Risk is everywhere when you’re an entrepreneur; you encounter it at the very beginning of your journey when you’re debating over whether or not to set up your own business. This involves a lot more risk for some than others, yet it’s still a leap of faith – to step into the unknown without knowing with absolute certainty that your venture is going to succeed and make a healthy profit. Under the right circumstances, however, taking risks can reap great rewards; it was Mark Zuckerberg, the founder of Facebook, who famously said: “In a world that’s changing really quickly, the only strategy that is guaranteed to fail is not taking risks.”
What are the different types of business risk?
Setting up your own business is just the first hurdle, after that there are many more risks that you will encounter and have to make a decision on.
Business risk, according to Investopedia, is the “possibility that a company will have lower than anticipated profits or experience a loss rather than taking a profit”. Here are some of the common risks that companies face:
- Strategic risk – for example, new competitors coming on to the market, merger and acquisition activity and industry changes.
- Compliance risk – for example, changes in the law. You may also need to comply with new rules and regulations if you decide to export.
- Operational risk – risks that occur within your own business, for example a machinery failure, server outage or theft or fraud.
- Financial risk – for example, non-payment by a customer which could lead to a written-off debt. Poor planning of financial projections and fluctuating foreign currency exchange rates can also contribute to financial risk.
- Reputational risk – anything that can ruin your brand’s image, for example a product recall, court case or negative story in the press.
It’s important to stress that not all of these are within your control; you can’t stop new legislation from coming into force, or new competitors from entering the market. However, you can have a plan in place on how you’re going to deal with these unexpected events before they happen. We’ll come on to that next.
Why is risk management so important?
Let’s look at an example. A negative story about your business has just leaked to the press – you have two choices: you can ignore the article and hope that no-one takes notice or you can address the situation through effective crisis communication management. This may include providing the media with a quote, so that your side of the story is heard.
If the article is particularly unfavourable – and you don’t do anything about it – it may end up causing harm to your brand’s reputation.
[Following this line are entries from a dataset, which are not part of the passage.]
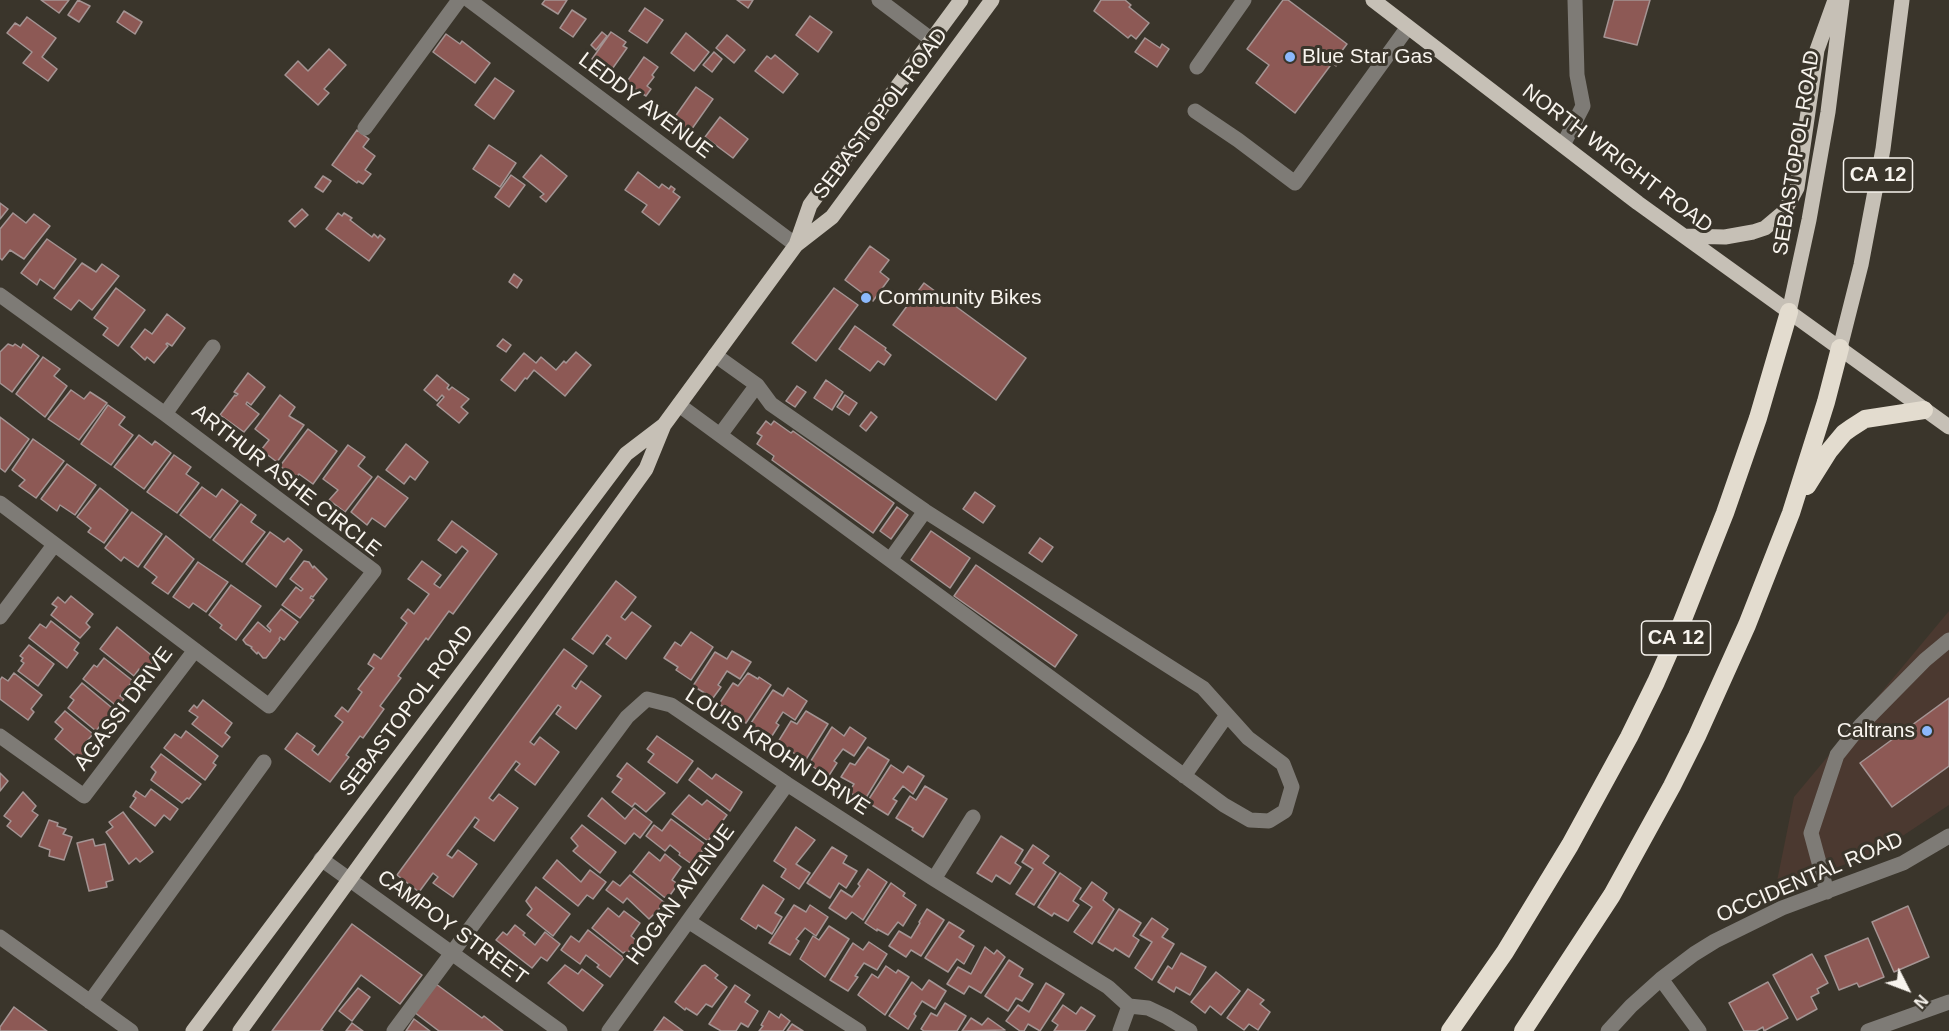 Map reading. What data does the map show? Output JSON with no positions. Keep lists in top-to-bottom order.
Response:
{
  "streets": {
    "highway": ["CA 12"],
    "main road": ["SEBASTOPOL ROAD", "NORTH WRIGHT ROAD"],
    "street": [
      "LEDDY AVENUE",
      "ARTHUR ASHE CIRCLE",
      "AGASSI DRIVE",
      "LOUIS KROHN DRIVE",
      "OCCIDENTAL ROAD",
      "HOGAN AVENUE",
      "CAMPOY STREET"
    ]
  },
  "crossings": [
    ["LEDDY AVENUE", "SEBASTOPOL ROAD"],
    ["SEBASTOPOL ROAD", "NORTH WRIGHT ROAD"],
    ["SEBASTOPOL ROAD", "CA 12"],
    ["SEBASTOPOL ROAD", "CAMPOY STREET"],
    ["NORTH WRIGHT ROAD", "CA 12"],
    ["ARTHUR ASHE CIRCLE", "AGASSI DRIVE"],
    ["LOUIS KROHN DRIVE", "HOGAN AVENUE"],
    ["LOUIS KROHN DRIVE", "CAMPOY STREET"]
  ],
  "places": ["Blue Star Gas", "Community Bikes", "Caltrans"],
  "north": "bottom right"
} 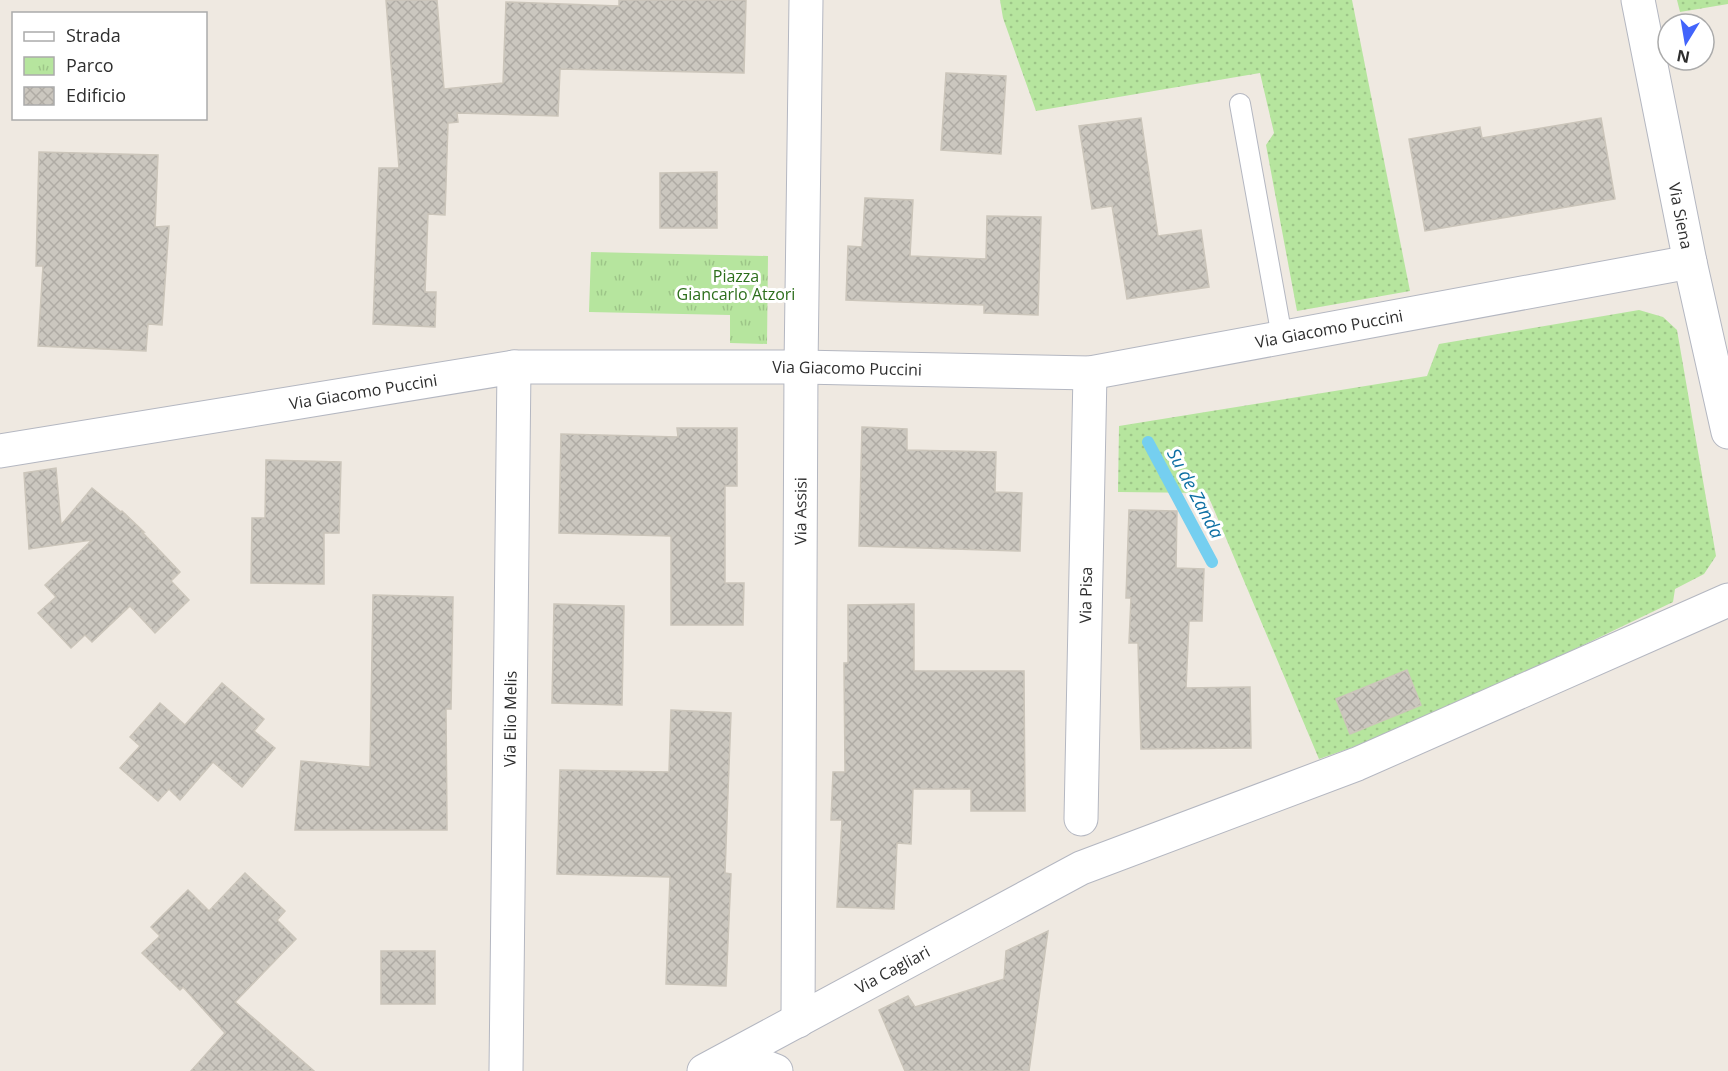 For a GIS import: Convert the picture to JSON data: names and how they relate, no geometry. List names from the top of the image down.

First you’ll notice a level of distrust among your customers, some of them might stop buying from you or using your services all together, and prospective customers will be put off from the get go. This drop in sales will eventually affect your cash flow, and cash flow issues are one of the main reasons why businesses fail. An extreme example perhaps, but not unrealistic.
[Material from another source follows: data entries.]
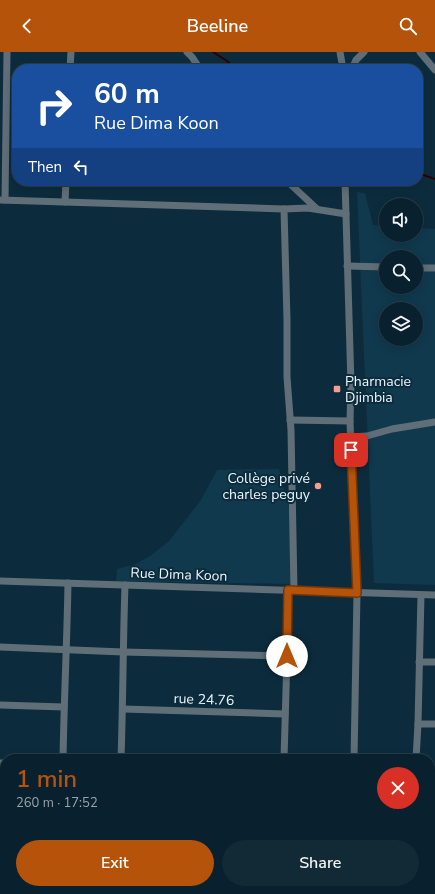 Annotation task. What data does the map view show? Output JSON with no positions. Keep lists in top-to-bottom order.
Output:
{
  "streets": {
    "street": ["Rue Dima Koon", "rue 24.76"]
  },
  "places": {
    "transit": ["Pharmacie Djimbia"],
    "other": ["Collège privé charles peguy"]
  },
  "page": {
    "header": "Beeline",
    "turn": ["60 m", "Rue Dima Koon"],
    "then": "Then",
    "heading": ["1 min", "260 m · 17:52"],
    "buttons": ["Exit", "Share"]
  }
} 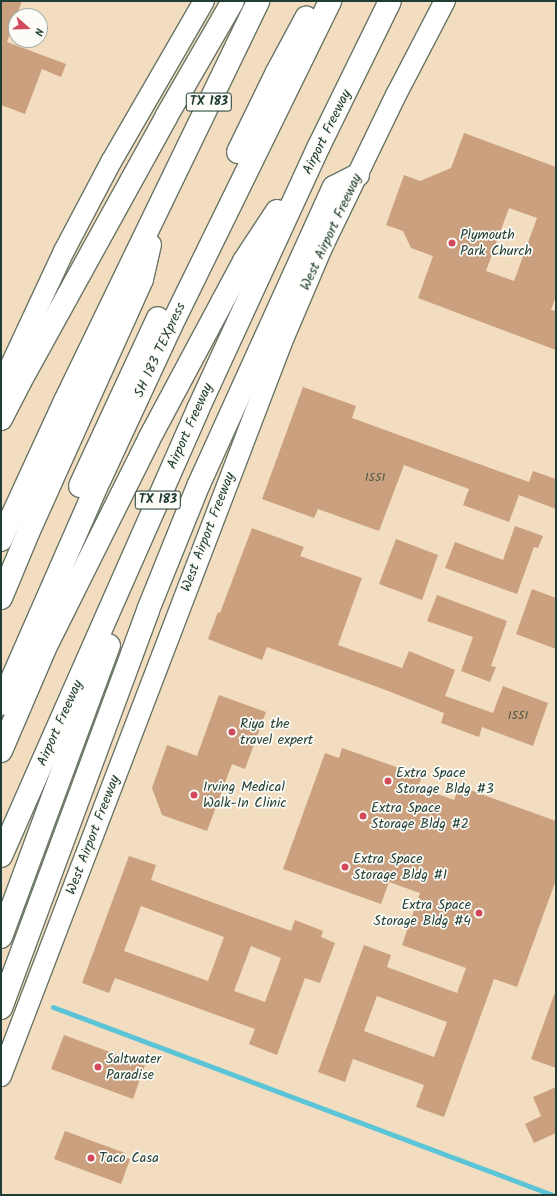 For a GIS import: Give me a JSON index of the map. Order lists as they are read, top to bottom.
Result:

This is where risk management comes in – it’s far easier to identify potential problems and to come up with viable solutions for them, should they ever happen. Here are four areas which make up an effective risk management strategy:
- Identify – look at every aspect of your business and write down any possible risks. It may be good to start with the risk types covered earlier in this article: strategic, compliance, operational, financial and reputational.
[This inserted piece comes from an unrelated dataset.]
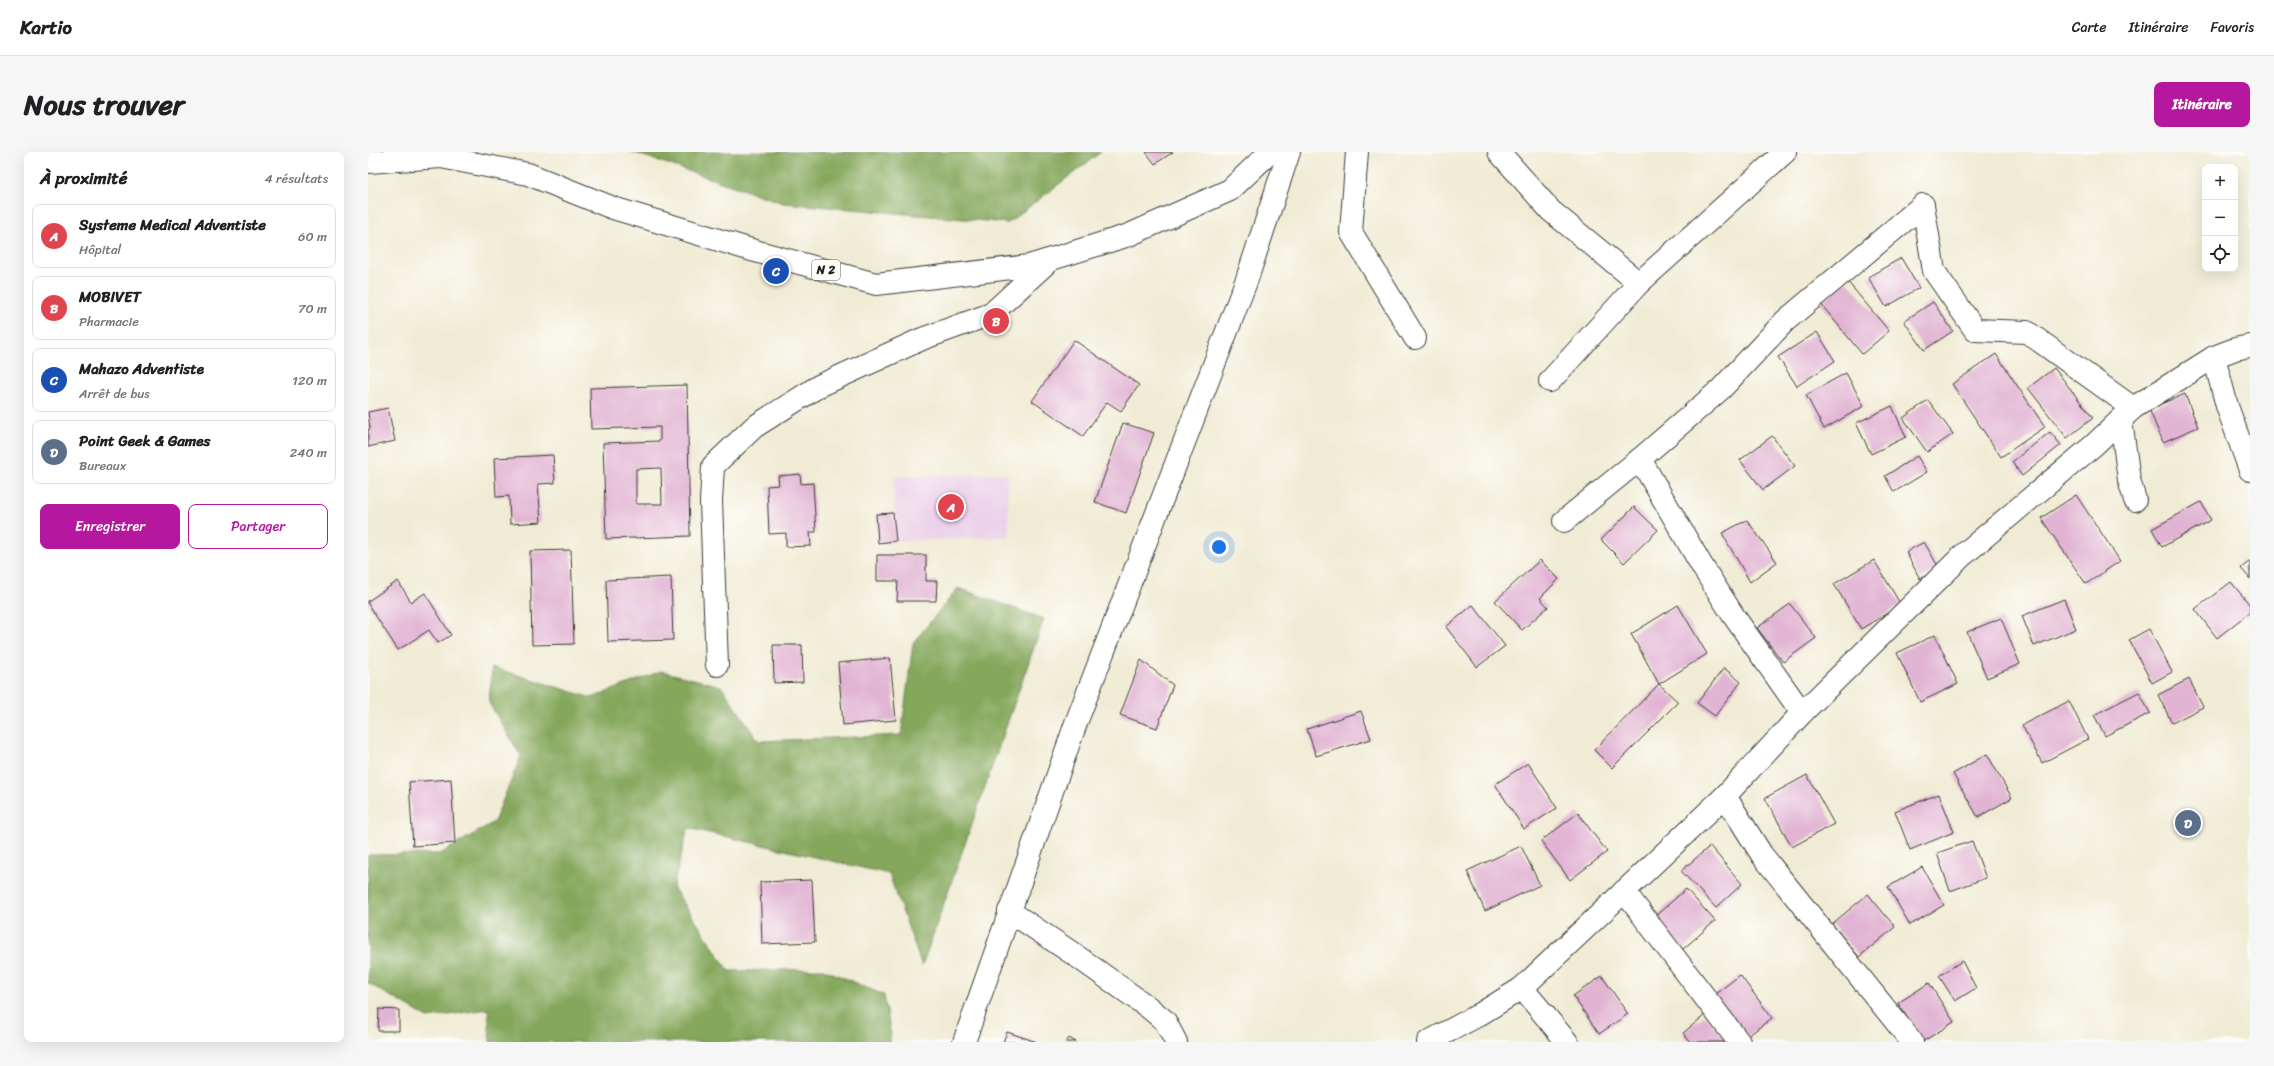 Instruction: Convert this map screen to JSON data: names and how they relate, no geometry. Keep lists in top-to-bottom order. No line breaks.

- Review – every couple of months you should review the risks you identified in step one – how likely is it that they will happen now? Some may not be relevant anymore and there may be new risks that you can add to the list.
- Plan – work out how you are going to mitigate or handle each risk, should it present itself. In the example above, it may be that you could monitor the news more frequently, or decide on who will be the dedicated spokesperson for your company.
- React – put measures in place, where necessary. It may be that you can combat late payment by adding your bank details to your invoices, for ease of the customer.
What about financial risk management in specific?
Last year, we asked members of the Company Check Community to tell us about their experience of financial risk and how they manage it day-to-day in their businesses. What we found was quite surprising – 68% of respondents have had to deal with late payments and 53% have had to write off bad debts in the past. What’s more, 63% of businesses said they do not insure themselves against financial risk.
The Federation of Small Businesses (FSB) also conducted its own research into the matter and found that one in four SMEs go bankrupt if the average sum outstanding grows to £50,000 (the average sum outstanding in 2015 was £31,901).
One way to mitigate your chances of developing cash flow issues is to monitor the finances of the companies you do business with, which is where Company Check comes in. So what should you be looking at when you download a Company Check business report?
- Years trading – check out how many years the company’s been trading for – it’s not the be all and end all but it’s good indication.
- Compare assets to liabilities – if the latter is higher that the former for one year or more, that could indicate that there are large bank loans outstanding, high wage costs or mismanagement.
- Check out the business’ directors – are they easy to find, and do any of them have closed or resigned directorships, or have they been involved in businesses which have since dissolved? This can happen for many different reasons (administration, wind up orders or voluntary liquidation) but it’s important to know.